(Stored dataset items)
━━━━━━

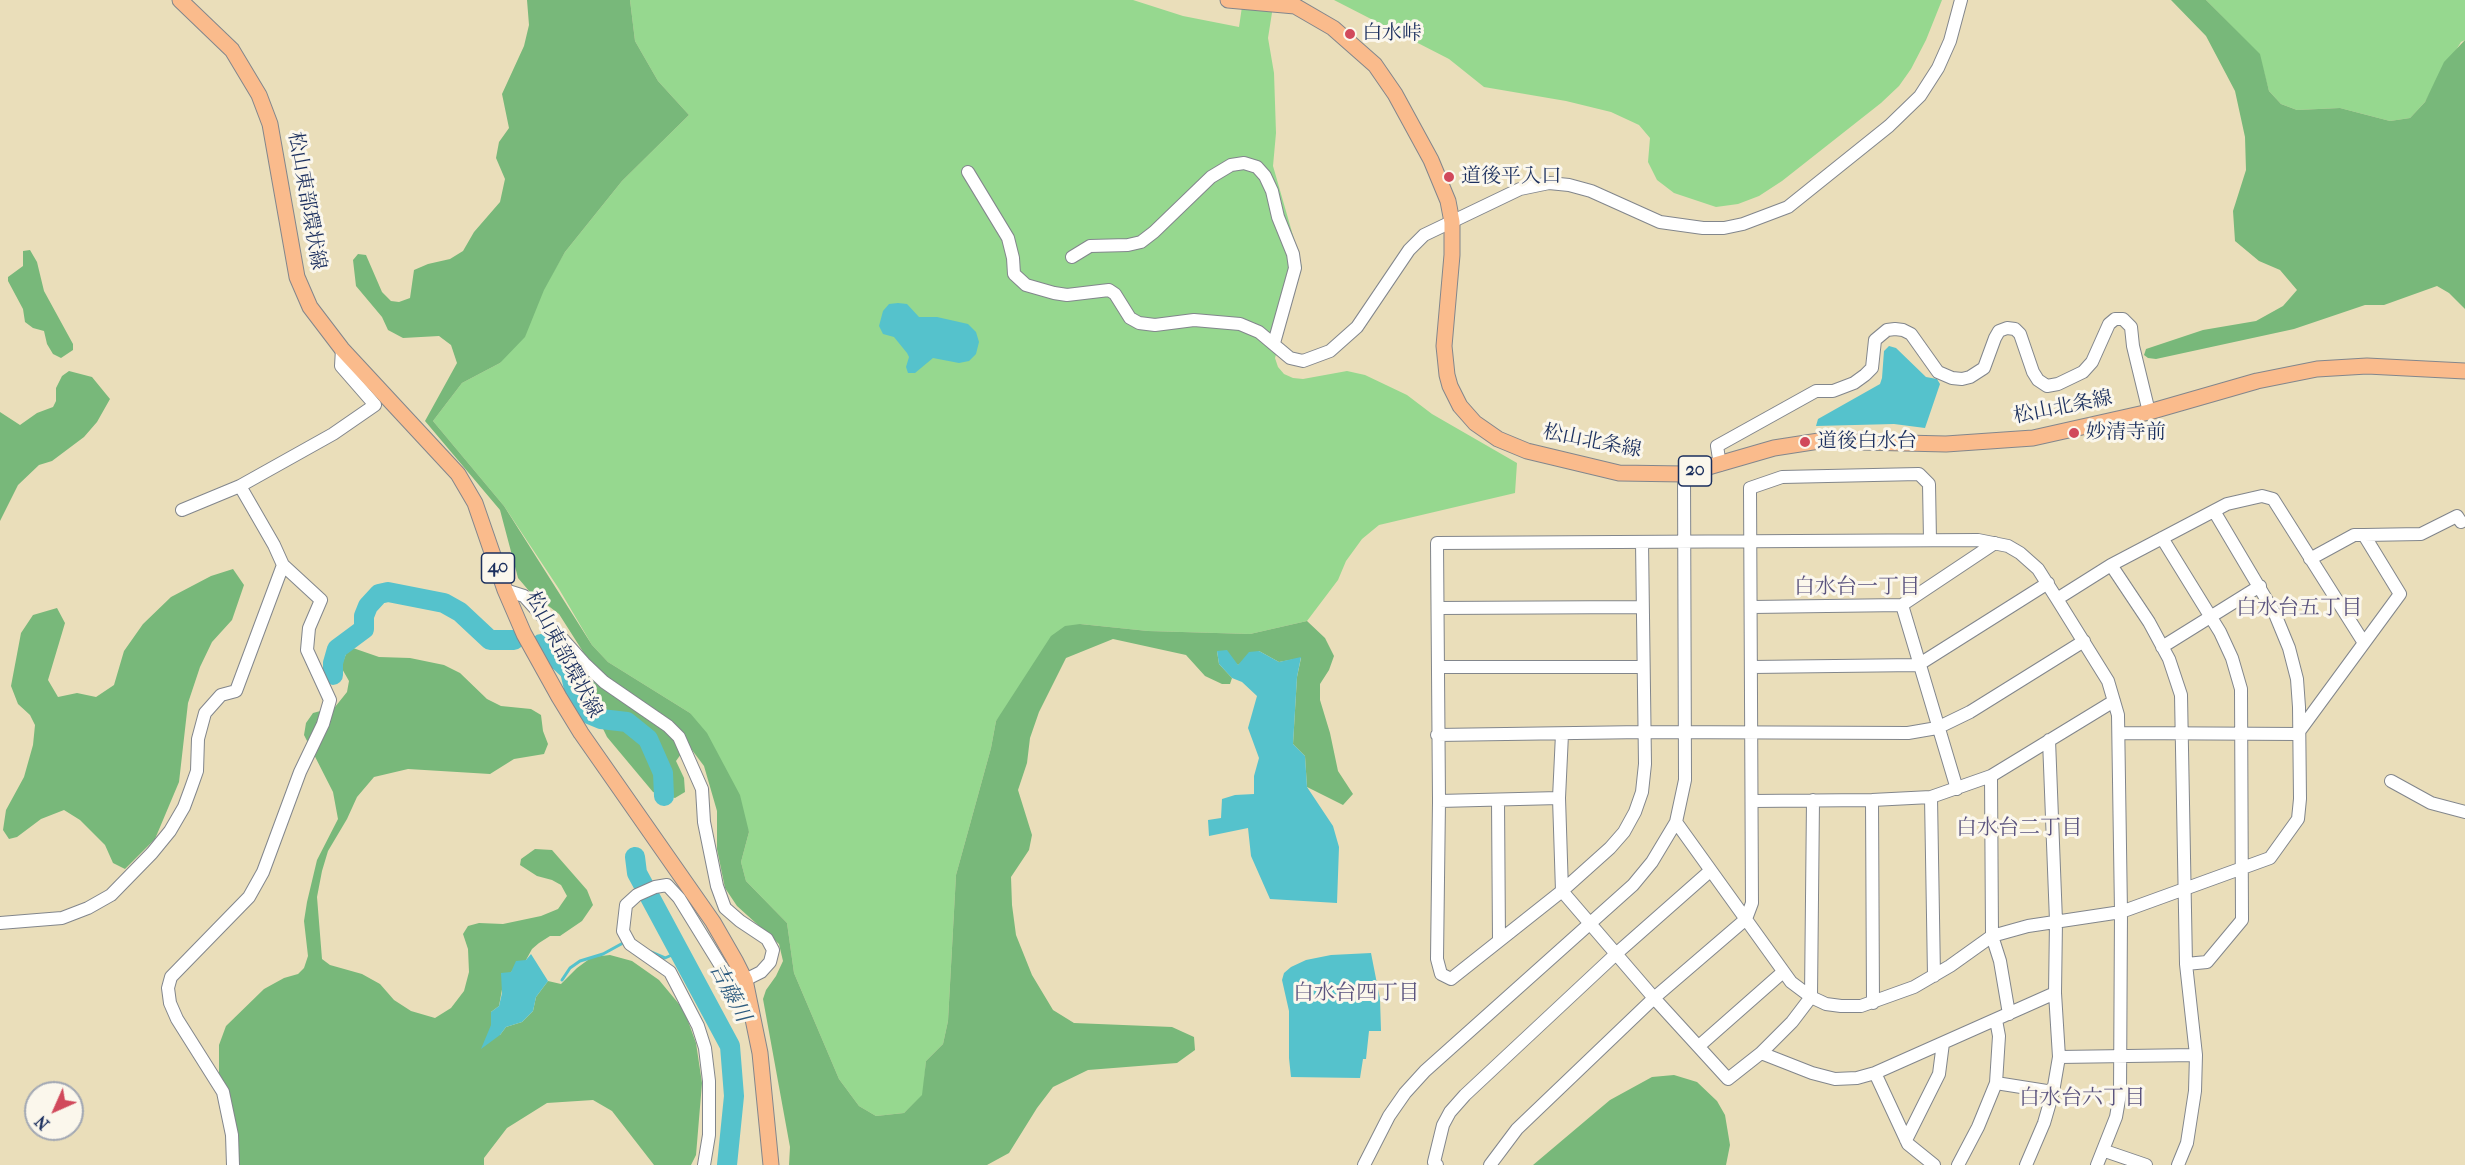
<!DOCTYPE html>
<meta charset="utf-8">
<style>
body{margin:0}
#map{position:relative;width:2465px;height:1165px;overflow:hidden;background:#eadeba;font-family:"IM FELL French Canon",serif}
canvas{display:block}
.north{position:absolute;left:24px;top:1081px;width:60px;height:60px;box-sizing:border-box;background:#fbf7ec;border:2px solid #a1a7b3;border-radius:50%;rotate:225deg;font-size:16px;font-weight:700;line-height:24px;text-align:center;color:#1b2f5e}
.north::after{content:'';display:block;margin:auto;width:21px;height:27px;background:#d1495b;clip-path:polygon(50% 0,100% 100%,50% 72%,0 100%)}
</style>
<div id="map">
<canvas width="2465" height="1165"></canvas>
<div class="north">N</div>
</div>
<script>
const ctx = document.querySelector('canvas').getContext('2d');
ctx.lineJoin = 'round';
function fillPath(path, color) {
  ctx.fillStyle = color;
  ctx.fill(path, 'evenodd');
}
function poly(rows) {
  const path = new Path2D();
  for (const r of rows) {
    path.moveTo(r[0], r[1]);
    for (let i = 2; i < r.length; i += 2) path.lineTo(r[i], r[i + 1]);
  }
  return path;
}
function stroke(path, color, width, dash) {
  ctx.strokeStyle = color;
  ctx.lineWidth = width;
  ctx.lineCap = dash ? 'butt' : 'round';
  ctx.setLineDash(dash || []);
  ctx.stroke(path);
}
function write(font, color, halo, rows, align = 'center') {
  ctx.font = font + ' "IM FELL French Canon","Noto Serif JP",serif';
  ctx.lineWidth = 6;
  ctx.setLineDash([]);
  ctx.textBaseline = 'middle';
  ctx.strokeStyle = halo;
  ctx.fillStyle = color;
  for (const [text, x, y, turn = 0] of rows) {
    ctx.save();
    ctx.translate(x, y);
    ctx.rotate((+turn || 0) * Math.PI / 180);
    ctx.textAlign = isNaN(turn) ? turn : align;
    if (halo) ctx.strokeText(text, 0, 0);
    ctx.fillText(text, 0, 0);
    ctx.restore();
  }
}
fillPath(poly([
 [630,0,1133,0,1183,16,1239,27,1243,0,1274,0,1268,38,1274,73,1276,133,1273,166,1302,267,1275,358,1278,367,1284,374,1293,378,1303,379,1347,371,1365,375,1407,395,1432,414,1517,463,1515,493,1379,525,1362,539,1346,561,1338,580,1307,621,1250,634,1148,631,1080,624,996,721,991,748,956,875,948,1021,943,1044,926,1061,923,1095,904,1113,876,1116,859,1106,839,1079,794,973,787,923,746,881,741,862,749,832,690,713,608,662,592,645,559,589,504,506,433,421,462,383,500,363,565,252,622,181,689,115,658,81,635,41],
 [1334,0,1942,0,1926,40,1911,69,1899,86,1881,103,1782,181,1759,196,1738,204,1716,207,1674,193,1657,180,1648,162,1650,138,1639,125,1611,112,1566,101,1484,87,1449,59],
 [2206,0,2465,0,2465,40,2461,42,2435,84,2425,102,2410,118,2390,121,2340,108,2297,110,2281,104,2269,91,2259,54]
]), '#96d88f');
fillPath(poly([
 [527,0,630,0,635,41,658,81,689,115,622,181,565,252,544,290,525,337,500,363,462,383,433,421,504,506,592,645,608,662,690,713,707,733,740,795,749,832,741,862,746,881,787,923,794,973,839,1079,859,1106,876,1116,904,1113,922,1095,926,1061,943,1044,948,1021,956,875,991,748,996,721,1051,636,1065,626,1080,624,1148,631,1250,634,1307,621,1325,638,1334,656,1329,670,1320,684,1320,700,1330,733,1338,771,1353,794,1343,805,1307,787,1305,756,1293,744,1297,677,1301,658,1279,662,1259,651,1238,665,1217,651,1219,664,1232,678,1230,684,1222,684,1205,676,1186,655,1113,639,1066,658,1039,712,1030,738,1027,763,1018,790,1032,835,1029,850,1011,877,1012,905,1016,935,1032,975,1053,1010,1074,1023,1172,1027,1194,1037,1195,1050,1177,1063,1088,1070,1053,1087,1037,1108,1009,1153,987,1165,789,1165,790,1147,763,999,766,990,776,976,783,961,779,944,737,906,725,888,717,849,717,811,704,766,692,750,681,754,676,761,684,778,685,792,675,798,653,792,607,737,591,704,585,681,587,658,559,614,530,592,518,578,500,510,425,421,457,363,451,345,439,336,403,338,388,330,382,317,356,286,353,260,358,254,366,255,382,292,391,301,399,302,410,298,414,270,428,264,450,259,463,251,474,232,500,202,505,179,496,158,499,142,509,128,502,94,524,46,529,25],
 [2171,0,2206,0,2260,54,2269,91,2281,104,2297,110,2340,108,2390,121,2410,118,2425,102,2444,62,2465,40,2465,309,2449,293,2437,286,2384,305,2365,305,2294,329,2156,359,2148,358,2144,355,2146,349,2203,330,2256,321,2283,306,2297,290,2280,270,2259,261,2235,241,2233,211,2246,170,2245,137,2235,91,2206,36],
 [30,250,37,262,44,291,73,344,73,350,61,358,53,354,47,344,44,331,33,328,25,322,23,309,8,281,8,277,23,266,23,251],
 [69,371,92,377,110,399,97,422,84,437,52,461,39,465,18,485,0,521,0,412,20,425,37,413,53,407,56,401,56,388,62,376],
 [233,569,244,585,232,620,212,642,200,667,188,703,179,782,155,839,125,869,113,863,105,845,80,820,64,810,41,819,17,837,9,839,3,830,6,810,24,777,33,745,35,725,30,715,18,704,11,686,21,633,33,615,57,608,65,623,48,680,58,697,77,693,96,697,114,685,124,651,143,624,171,597,211,576],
 [353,648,379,657,410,658,444,665,460,673,487,699,501,706,531,709,541,715,543,731,548,744,544,754,514,759,490,774,408,769,374,777,357,797,347,819,328,851,322,871,317,897,322,959,330,965,362,974,380,984,394,1000,411,1011,435,1018,451,1008,464,991,469,972,468,949,463,934,468,926,479,923,503,924,541,916,558,909,567,896,561,885,552,880,537,876,520,865,521,859,535,849,552,850,587,890,593,905,582,921,560,936,550,936,539,943,532,949,526,960,511,972,503,984,499,1006,491,1012,491,1025,500,1035,506,1027,522,1022,533,1011,536,997,548,981,561,984,577,968,592,957,610,955,632,961,659,980,684,1010,696,1043,702,1083,696,1155,691,1165,654,1165,612,1111,593,1100,547,1103,507,1128,484,1158,484,1165,234,1165,228,1134,219,1106,219,1045,226,1026,264,989,284,978,298,974,304,968,308,956,304,921,307,902,317,860,338,819,333,792,304,735,306,723,313,713,335,707,347,692,349,681,341,667,346,654],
 [1674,1075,1697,1082,1717,1101,1725,1115,1730,1145,1726,1165,1533,1165,1610,1100,1652,1077]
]), '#78b87a');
fillPath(poly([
 [898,303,907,304,919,317,937,317,968,324,976,332,979,342,976,354,969,361,959,363,933,358,915,373,908,373,906,367,909,357,907,353,894,337,883,334,879,326,883,311,889,304],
 [1889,346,1896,348,1926,377,1937,379,1940,384,1925,428,1894,424,1816,426,1818,419,1880,384,1882,378,1884,351],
 [1227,650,1238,665,1249,652,1259,651,1279,662,1301,657,1297,677,1293,744,1305,756,1307,787,1333,826,1339,847,1337,903,1270,899,1251,856,1248,828,1209,836,1208,820,1221,818,1222,799,1235,795,1254,794,1254,776,1259,758,1248,728,1257,696,1242,682,1232,678,1219,664,1217,651],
 [1371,953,1380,999,1381,1031,1369,1031,1366,1059,1363,1059,1360,1078,1291,1077,1289,1058,1289,1011,1282,980,1284,973,1291,967,1306,960,1331,955],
 [531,954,548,981,536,997,533,1011,522,1022,506,1027,500,1035,481,1049,491,1025,491,1012,499,1006,502,993,501,973,511,972,516,961,526,960]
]), '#55c2cc');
stroke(poly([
 [651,952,665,958,681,951],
 [562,980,570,968,580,961,603,954,623,943]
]), '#55c2cc', 3);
stroke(poly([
 [541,644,570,671,577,702,589,714,601,719,627,722,648,739,663,773,664,796],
 [333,675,333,663,337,649,364,629,364,616,368,606,379,594,388,592,444,603,460,612,490,640,514,640],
 [635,857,637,873,730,1046,734,1096,727,1165]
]), '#55c2cc', 20);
const minor = poly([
 [968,172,1008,238,1013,258,1014,274,1026,285,1054,293,1067,295,1109,290,1115,294,1130,318,1139,323,1155,325,1194,320,1240,324,1259,332,1290,358,1303,361,1330,351,1357,327,1409,250,1424,235,1520,189,1549,183,1569,185,1591,191,1660,222,1703,228,1724,228,1743,224,1788,207,1889,126,1920,96,1938,68,1950,41,1961,0],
 [1072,257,1090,246,1128,245,1141,242,1154,232,1211,177,1231,165,1244,163,1257,167,1265,176,1272,191,1278,217,1293,254,1295,268,1274,343],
 [1720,465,1717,446,1816,391,1833,391,1854,383,1865,375,1872,368,1875,340,1887,330,1895,329,1903,330,1911,334,1938,372,1952,378,1962,379,1970,377,1984,368,1995,338,1999,331,2007,328,2015,329,2020,334,2033,372,2038,380,2047,386,2058,384,2083,372,2092,362,2109,324,2115,319,2123,319,2131,327,2133,346,2149,412],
 [182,510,240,486,333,434,375,405,341,366,342,349],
 [2364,535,2421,534,2457,516,2461,522],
 [2162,538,2220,632,2232,658,2241,689,2242,920,2207,962,2186,964],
 [1642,542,1645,764,1642,792,1635,812,1624,832,1610,848,1562,891,1451,979,1441,974,1437,959,1439,801,1437,543,1978,540,2008,546,2020,553,2038,569,2057,599,2108,681,2118,715,2121,912,2120,1094,2116,1117,2097,1165],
 [2111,565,2149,622,2169,659,2181,695,2186,964,2196,1055,2195,1091,2187,1143,2178,1165],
 [505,590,524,596,584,663,604,682,668,726,679,737,702,789,704,822,717,886,725,908,740,921,767,939,773,950,770,962,761,972,745,980,724,971,679,898,667,885,655,887,637,895,626,905,623,931,630,944,670,972,698,1026,705,1048,709,1081,709,1135,704,1165],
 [2057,599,2111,565,2227,504,2262,496,2273,499,2364,643],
 [1902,605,1957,789],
 [1752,607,1902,605,1995,543],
 [1438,608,1641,607],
 [2162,647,2260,586],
 [1438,667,1642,667],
 [1752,667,1918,665,2048,583],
 [2120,733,2298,734],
 [2298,733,2400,594,2364,535,2354,535,2310,559],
 [1562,734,1559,798,1562,891,1654,998,1728,1079,1761,1053,1792,1022,1811,997,1813,800],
 [1437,735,1644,732,1908,733,1937,728,1970,712,2084,641],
 [1991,776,1992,936,2000,961,2009,1014],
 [2391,781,2431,803,2465,812],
 [1931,797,1934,976],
 [1498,800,1499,941],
 [1872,800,1873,1003],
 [1439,801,1559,798],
 [1752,801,1872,800,1931,797,1991,776,2114,701],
 [1676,822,1791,982,1811,997,1826,1004,1841,1006,1861,1006,1914,987,1950,966,1992,936,2028,926,2121,912,2270,858,2298,819,2300,799,2299,707,2297,679,2289,648,2275,614,2214,511],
 [0,923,62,918,88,908,111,895,152,853,170,831,184,807,191,788,197,771,198,739,205,713,221,695,236,691,283,565],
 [1699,1046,1783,972],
 [1761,1053,1812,1073,1835,1079,1857,1078,1875,1073,2055,993],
 [2059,1057,2196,1055],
 [1875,1073,1908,1144,1934,1165],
 [1996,1083,2053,1092],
 [1906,1140,1939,1074,1943,1043],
 [2105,1151,2146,1165],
 [233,1165,232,1135,223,1092,177,1019,170,1003,168,988,171,977,249,897,263,872,300,772,323,724,330,700,307,650,309,628,321,600,283,565,274,545,240,486],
 [1364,1165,1389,1116,1405,1093,1425,1071,1633,885,1652,862,1676,822,1685,780,1684,474],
 [1437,1165,1434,1162,1443,1125,1450,1112,1465,1095,1617,953,1710,871],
 [1490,1165,1517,1129,1654,998,1746,919,1752,903,1750,488,1782,477,1919,474,1929,484,1930,540],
 [1958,1165,1978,1127,1996,1083,1999,1036,1996,1020],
 [2026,1165,2044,1123,2053,1092,2059,1057,2055,993,2056,921,2049,740]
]);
const major = poly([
 [180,0,232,50,259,95,270,124,297,277,310,307,342,349,458,474,475,503,505,590,524,634,559,697,581,733,713,922,736,962,745,980,760,1053,771,1165],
 [1228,0,1295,6,1333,28,1375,65,1395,94,1431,160,1448,201,1452,222,1452,255,1444,346,1447,375,1450,386,1460,406,1475,423,1498,439,1527,451,1619,473,1684,474,1774,448,1819,441,1946,444,2033,438,2149,412,2257,381,2317,369,2367,366,2465,371]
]);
stroke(minor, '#82868c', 14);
stroke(major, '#82868c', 17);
stroke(minor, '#fff', 12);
stroke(major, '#fabb8c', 15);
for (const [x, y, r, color] of [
 [1350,34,6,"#d1495b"],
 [1449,177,6,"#d1495b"],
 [2074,433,6,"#d1495b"],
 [1805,442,6,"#d1495b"]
]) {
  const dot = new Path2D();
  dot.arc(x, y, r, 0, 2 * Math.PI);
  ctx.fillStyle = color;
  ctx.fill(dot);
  stroke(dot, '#fbf7ec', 2);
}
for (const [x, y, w] of [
 [1695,471,33],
 [498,568,33]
]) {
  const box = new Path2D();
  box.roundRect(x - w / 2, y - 15, w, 30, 4.5);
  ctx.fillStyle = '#fbf7ec';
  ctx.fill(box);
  stroke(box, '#1b2f5e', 1.5);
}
write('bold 18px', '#1b2f5e', null, [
 ["20",1695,471],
 ["40",498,568]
]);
write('20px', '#1b2f5e', '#fbf7ec', [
 ["白水峠",1362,34],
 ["道後平入口",1461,177],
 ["妙清寺前",2086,433],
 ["道後白水台",1817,442]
], 'left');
write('20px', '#1b2f5e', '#fbf7ec', [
 ["松山東部環状線",306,201,80],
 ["松山北条線",2063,408,-11],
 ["松山北条線",1592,442,11],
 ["松山東部環状線",563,655,62]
]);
write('21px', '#5a537e', '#fbf7ec', [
 ["白水台一丁目",1857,588],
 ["白水台五丁目",2299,609],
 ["白水台二丁目",2019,829],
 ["白水台四丁目",1356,994],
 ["白水台六丁目",2082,1099]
]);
write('italic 21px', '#2c5b7f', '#fbf7ec', [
 ["吉藤川",729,993,62]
]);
</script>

━━━━━━

## [Work required]
The answer consists of every line above in which the word "canvas" occurs.

## [Written answer]
canvas{display:block}
<canvas width="2465" height="1165"></canvas>
const ctx = document.querySelector('canvas').getContext('2d');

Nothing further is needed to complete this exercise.